The farnesoid X receptor (FXR) is also a promising target in chronic liver disease with portal hypertension. It is a transcriptional regulator of bile acid homeostasis and highly expressed in the liver and small intestine [106]. Previous studies have demonstrated its role in inflammation, liver fibrosis, and vascular homeostasis [107, 108]. Treatment with the selective semisynthetic FXR agonist obeticholic acid (OCA) reduced the hepatic resistance and portal pressure without systemic effects. This was related to increased intrahepatic eNOS activity [109] and mediated by dimethylaminohydrolase-1 which metabolizes the eNOS inhibitor asymmetric-dimethylarginine [110]. Furthermore, OCA has also anti-inflammatory properties as shown by in vitro experiments in Kupffer cells and LSEC, where it inhibits pro-inflammatory pathways via NF-κB. These anti-inflammatory properties downregulated HSC activity in experimental toxic fibrosis [111]. Several agonists and regulators of FXR have been tested in experimental models to demonstrate the impact of this pathway on portal hypertension, either by direct action on HSC or using the communication between HSC and LSEC. Dihydroartemisinin, a regulator of FXR expression, decreased HSC contraction in vivo and improved portal pressure in vitro [112, 113]. In another study, the non-steroidal FXR agonist PX20606 improved portal pressure, by reducing vascular remodeling and sinusoidal dysfunction, while hepatic fibrosis was also decreased [114]. Further, FXR and the bile acid receptor G protein bile acid receptor 1 were targeted in LSEC to improve endothelial dysfunction and as a consequence portal hypertension [115, 116].
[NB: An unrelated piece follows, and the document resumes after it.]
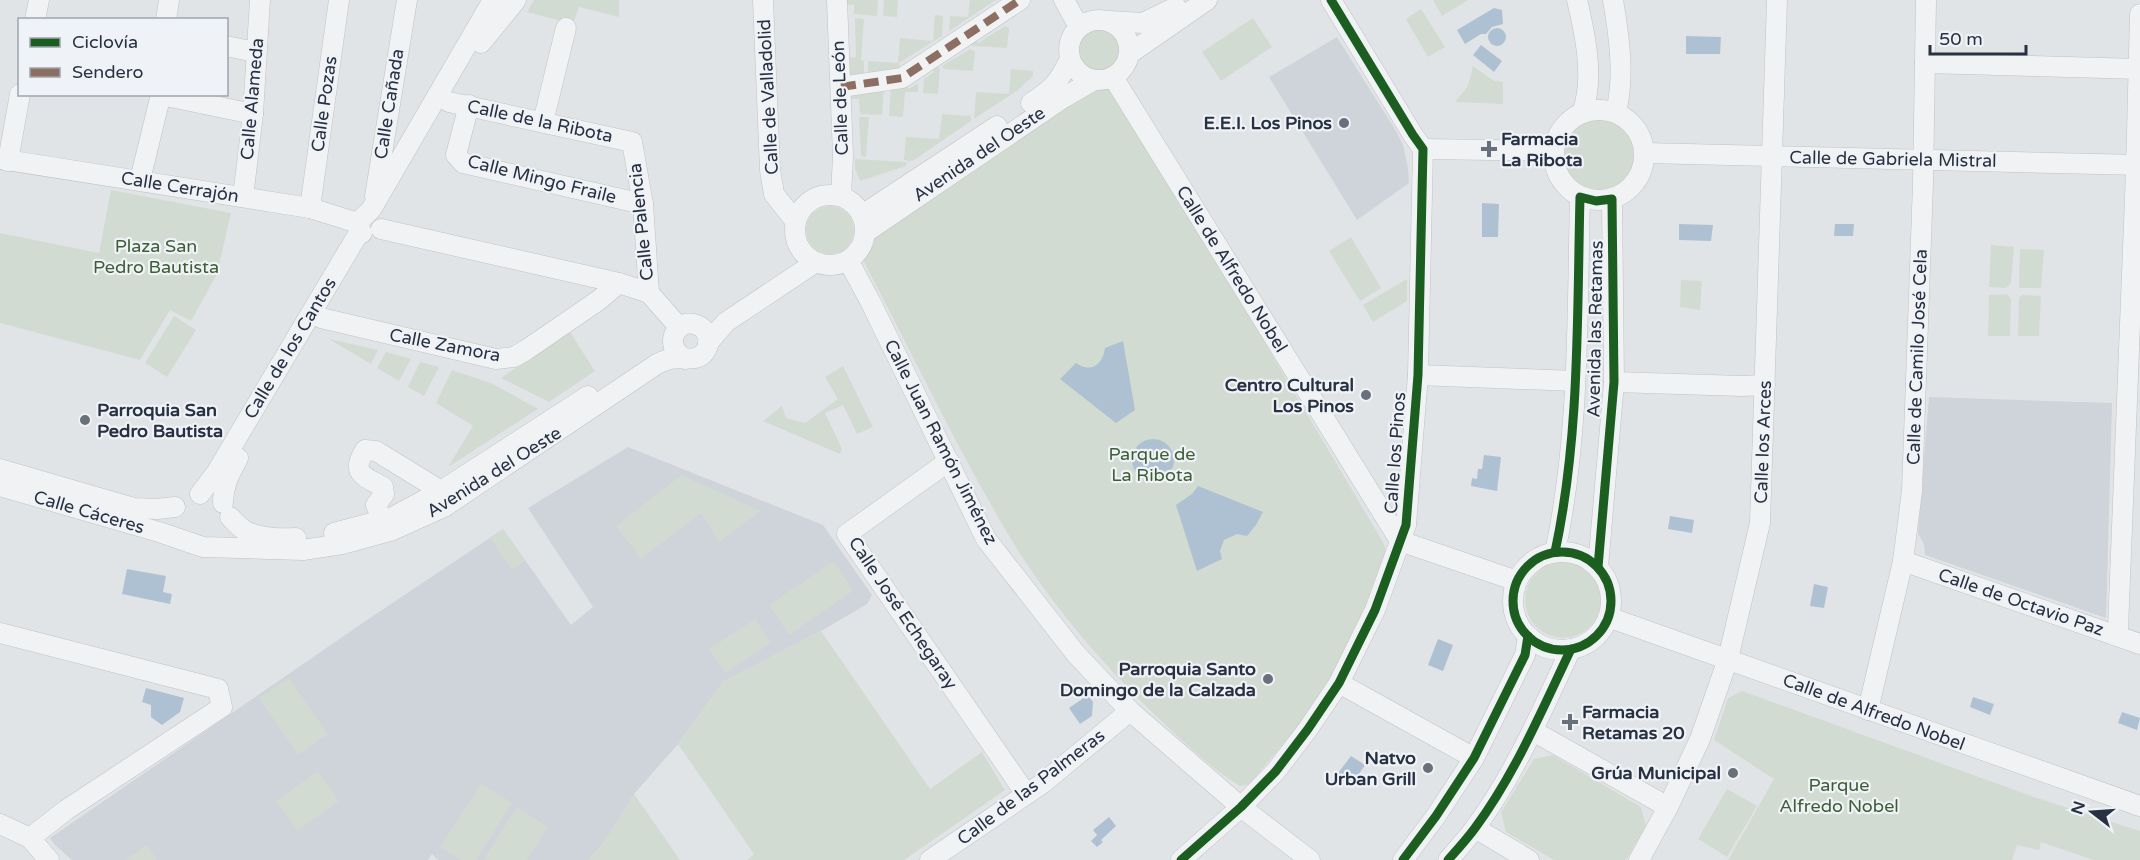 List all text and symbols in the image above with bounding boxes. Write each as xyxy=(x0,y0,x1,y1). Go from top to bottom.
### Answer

So far, the only multicenter double-blinded placebo-controlled randomized clinical trial assessing obeticholic acid was performed in a cohort of 283 non-cirrhotic, non-alcoholic steatohepatitis patients, where it improved liver function and slightly decreased fibrosis after 72 weeks of treatment. Hemodynamics, however, were not assessed in this trial [117].

Targeted Approach

Since the mechanisms of contractility are contrary regulated in the liver and the splanchnic vascular region, more specific effects are desirable. Side effects may lay in the nature of kinase inhibitors since they have several targets and are often expressed in various tissues, where inhibition could cause unwanted effects. Cell-specific kinase inhibition might avoid those side effects. The Rho-kinase inhibitor Y-27632 decreased hepatic resistance in experimental cirrhosis, but showed also massive systemic side effects, since Rho-kinases are widely expressed in other organs too [67, 118]. Bound to a cell-specific carrier targeting activated HSC, Y-27632 was able to have the same beneficial effects, but without systemic side effects. Cell-targeted administration decreased hepatic fibrosis and portal pressure while it increased renal perfusion. These effects were associated with decreased contractility and collagen production by HSC [68, 119, 120].

Conclusions

Promising targets and potential drugs have been discovered in recent years. However, many drugs have failed after encouraging preclinical results due to extrahepatic side effects. Therefore, cell-targeted therapy could avoid unwanted side effects in the treatment of portal hypertension. These promising approaches have to demonstrate their beneficial potential in large randomized controlled clinical trials to find their way into the clinical routine treatment and to improve survival and quality of life of cirrhotic patients with portal hypertension.